- _EXERCISE GOAL_: Find the word "Sandpiper" in the listing; pull out each line holding it.

(Beginning of DATA SUPPLIED)

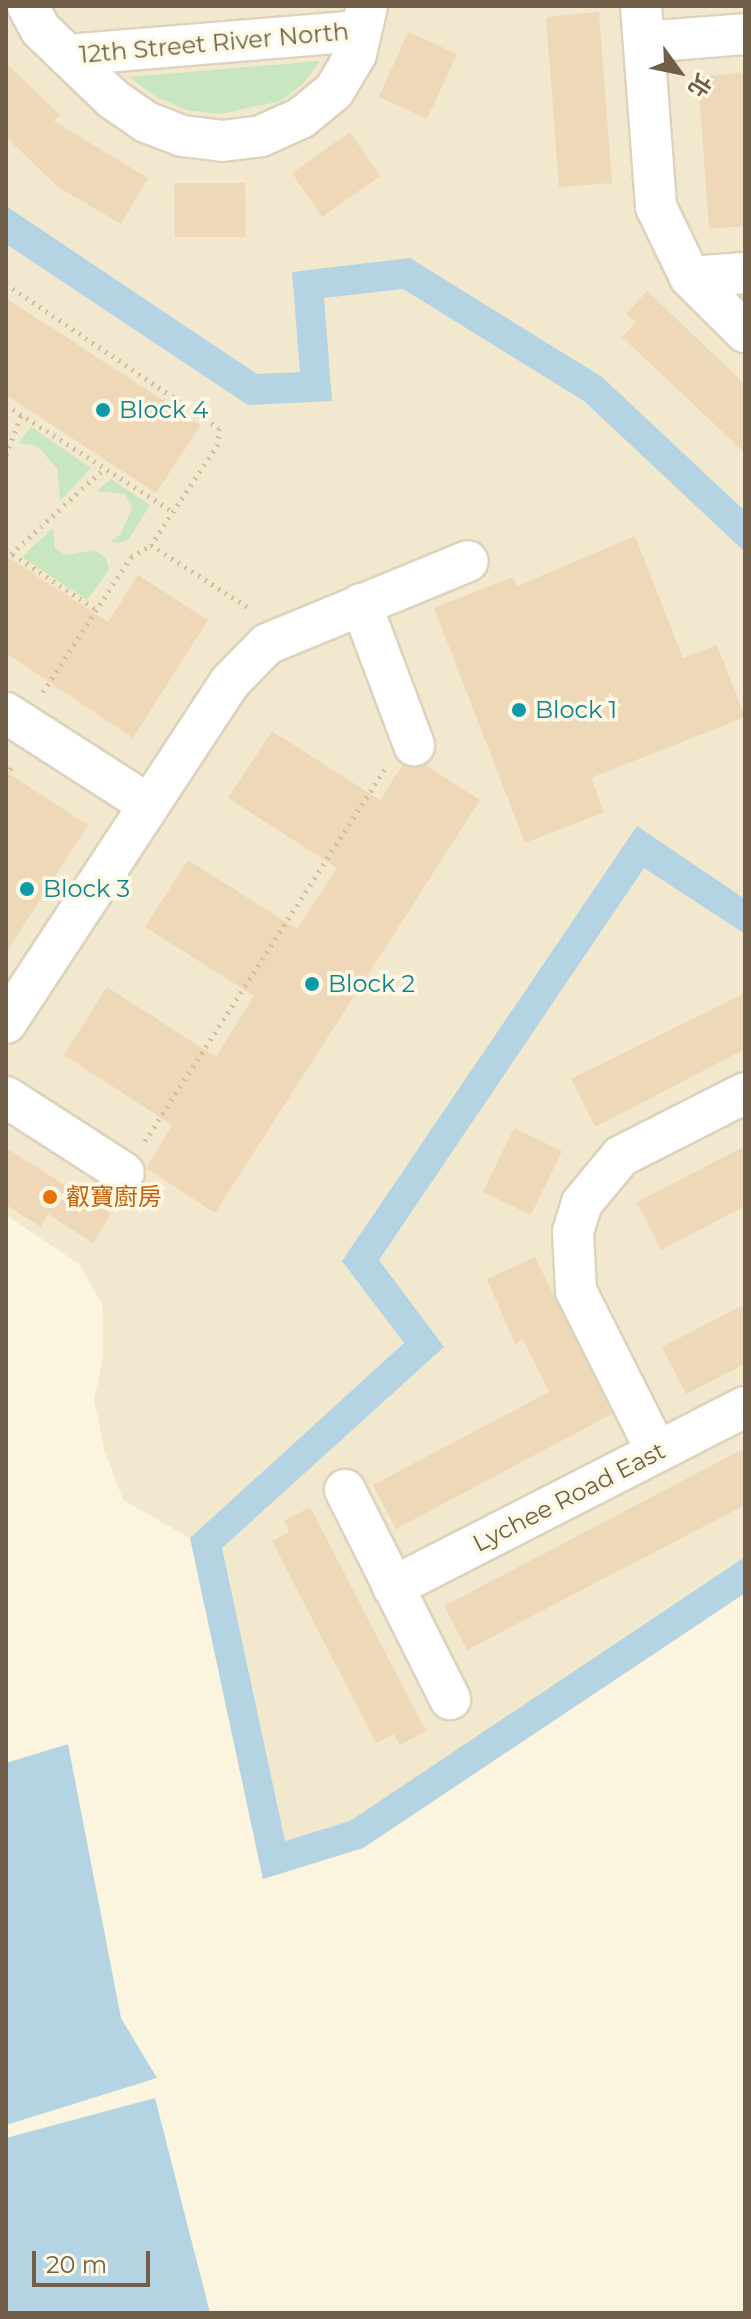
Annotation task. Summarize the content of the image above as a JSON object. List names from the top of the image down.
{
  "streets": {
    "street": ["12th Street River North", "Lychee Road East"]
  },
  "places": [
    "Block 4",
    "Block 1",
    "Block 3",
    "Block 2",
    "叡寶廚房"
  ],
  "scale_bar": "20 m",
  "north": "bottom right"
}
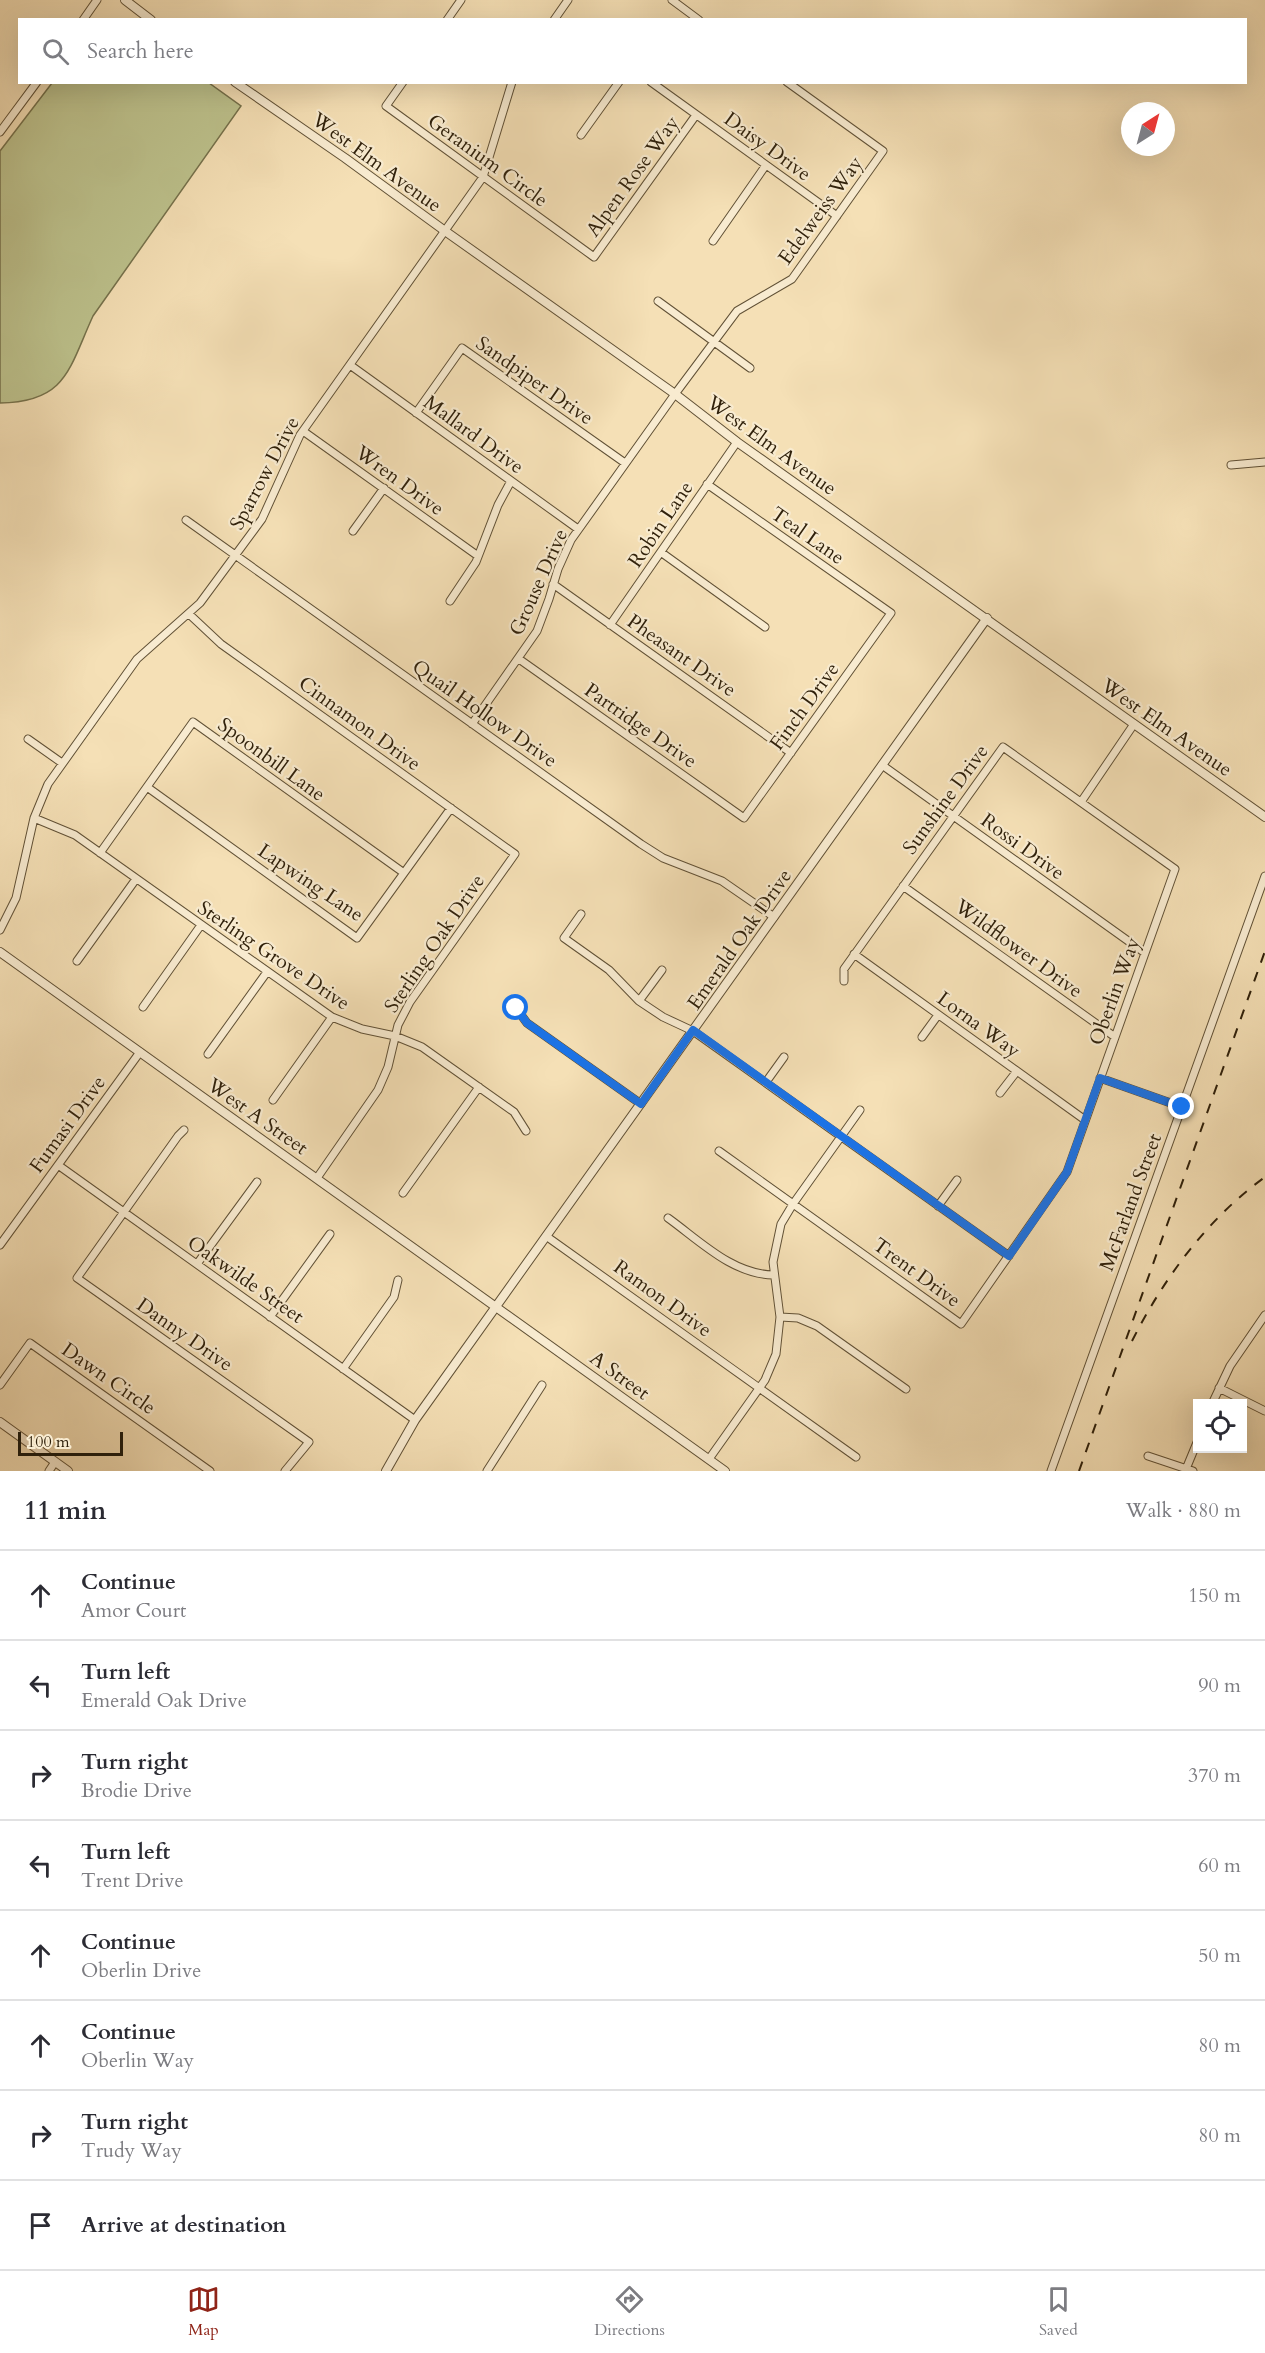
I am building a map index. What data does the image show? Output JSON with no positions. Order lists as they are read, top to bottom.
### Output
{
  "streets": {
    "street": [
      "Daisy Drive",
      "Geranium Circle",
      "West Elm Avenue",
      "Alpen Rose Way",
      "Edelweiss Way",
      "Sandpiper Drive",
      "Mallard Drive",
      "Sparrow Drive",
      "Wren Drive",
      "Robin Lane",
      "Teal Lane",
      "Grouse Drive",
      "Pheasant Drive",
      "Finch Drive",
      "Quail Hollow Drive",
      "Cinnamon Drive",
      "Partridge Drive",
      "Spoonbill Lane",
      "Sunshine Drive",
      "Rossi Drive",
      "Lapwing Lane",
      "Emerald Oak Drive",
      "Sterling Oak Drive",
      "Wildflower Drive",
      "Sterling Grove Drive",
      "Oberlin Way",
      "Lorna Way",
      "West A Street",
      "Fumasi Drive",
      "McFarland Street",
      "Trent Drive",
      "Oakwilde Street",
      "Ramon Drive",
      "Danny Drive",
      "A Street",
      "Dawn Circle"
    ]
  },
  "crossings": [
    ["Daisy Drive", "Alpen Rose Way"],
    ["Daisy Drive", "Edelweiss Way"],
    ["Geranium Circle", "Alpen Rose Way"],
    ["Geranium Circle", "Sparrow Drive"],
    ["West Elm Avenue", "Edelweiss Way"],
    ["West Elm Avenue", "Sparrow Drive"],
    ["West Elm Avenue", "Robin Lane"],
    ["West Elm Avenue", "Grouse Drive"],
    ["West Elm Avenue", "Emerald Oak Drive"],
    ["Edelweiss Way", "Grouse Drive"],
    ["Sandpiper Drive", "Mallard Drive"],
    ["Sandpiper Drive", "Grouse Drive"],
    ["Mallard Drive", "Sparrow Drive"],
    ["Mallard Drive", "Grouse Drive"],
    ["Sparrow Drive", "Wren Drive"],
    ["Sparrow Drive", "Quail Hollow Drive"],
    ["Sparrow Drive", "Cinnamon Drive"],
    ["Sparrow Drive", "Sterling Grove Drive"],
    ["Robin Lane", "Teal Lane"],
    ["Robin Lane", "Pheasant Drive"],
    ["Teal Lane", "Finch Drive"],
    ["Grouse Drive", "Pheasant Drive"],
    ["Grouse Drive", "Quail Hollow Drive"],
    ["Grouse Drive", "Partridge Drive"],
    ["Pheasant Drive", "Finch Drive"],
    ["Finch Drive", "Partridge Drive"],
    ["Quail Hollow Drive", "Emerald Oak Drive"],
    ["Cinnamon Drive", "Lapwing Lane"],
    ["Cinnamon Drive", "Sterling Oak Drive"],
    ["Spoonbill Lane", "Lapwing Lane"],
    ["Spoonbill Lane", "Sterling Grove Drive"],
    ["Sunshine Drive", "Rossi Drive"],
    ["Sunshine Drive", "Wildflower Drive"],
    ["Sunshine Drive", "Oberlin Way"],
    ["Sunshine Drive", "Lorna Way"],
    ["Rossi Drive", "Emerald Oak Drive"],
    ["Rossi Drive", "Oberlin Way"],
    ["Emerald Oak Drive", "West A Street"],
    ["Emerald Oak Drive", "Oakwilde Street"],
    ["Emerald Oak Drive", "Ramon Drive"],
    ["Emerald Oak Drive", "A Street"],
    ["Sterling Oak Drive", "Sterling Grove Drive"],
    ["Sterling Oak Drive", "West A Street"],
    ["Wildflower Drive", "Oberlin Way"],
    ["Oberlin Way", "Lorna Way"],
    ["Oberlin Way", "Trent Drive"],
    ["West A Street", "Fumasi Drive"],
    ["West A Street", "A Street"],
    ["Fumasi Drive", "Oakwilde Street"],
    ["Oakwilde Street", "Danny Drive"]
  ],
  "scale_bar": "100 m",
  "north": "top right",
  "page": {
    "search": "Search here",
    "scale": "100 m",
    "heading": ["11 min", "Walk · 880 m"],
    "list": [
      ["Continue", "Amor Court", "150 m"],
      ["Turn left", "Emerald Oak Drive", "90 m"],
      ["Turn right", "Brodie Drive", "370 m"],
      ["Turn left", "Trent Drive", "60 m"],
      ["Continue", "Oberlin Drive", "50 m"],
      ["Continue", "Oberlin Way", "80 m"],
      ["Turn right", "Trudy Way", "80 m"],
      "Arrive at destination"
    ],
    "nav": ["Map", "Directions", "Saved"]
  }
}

(End of DATA SUPPLIED)

- _SOLUTION_:
      "Sandpiper Drive",
    ["Sandpiper Drive", "Mallard Drive"],
    ["Sandpiper Drive", "Grouse Drive"],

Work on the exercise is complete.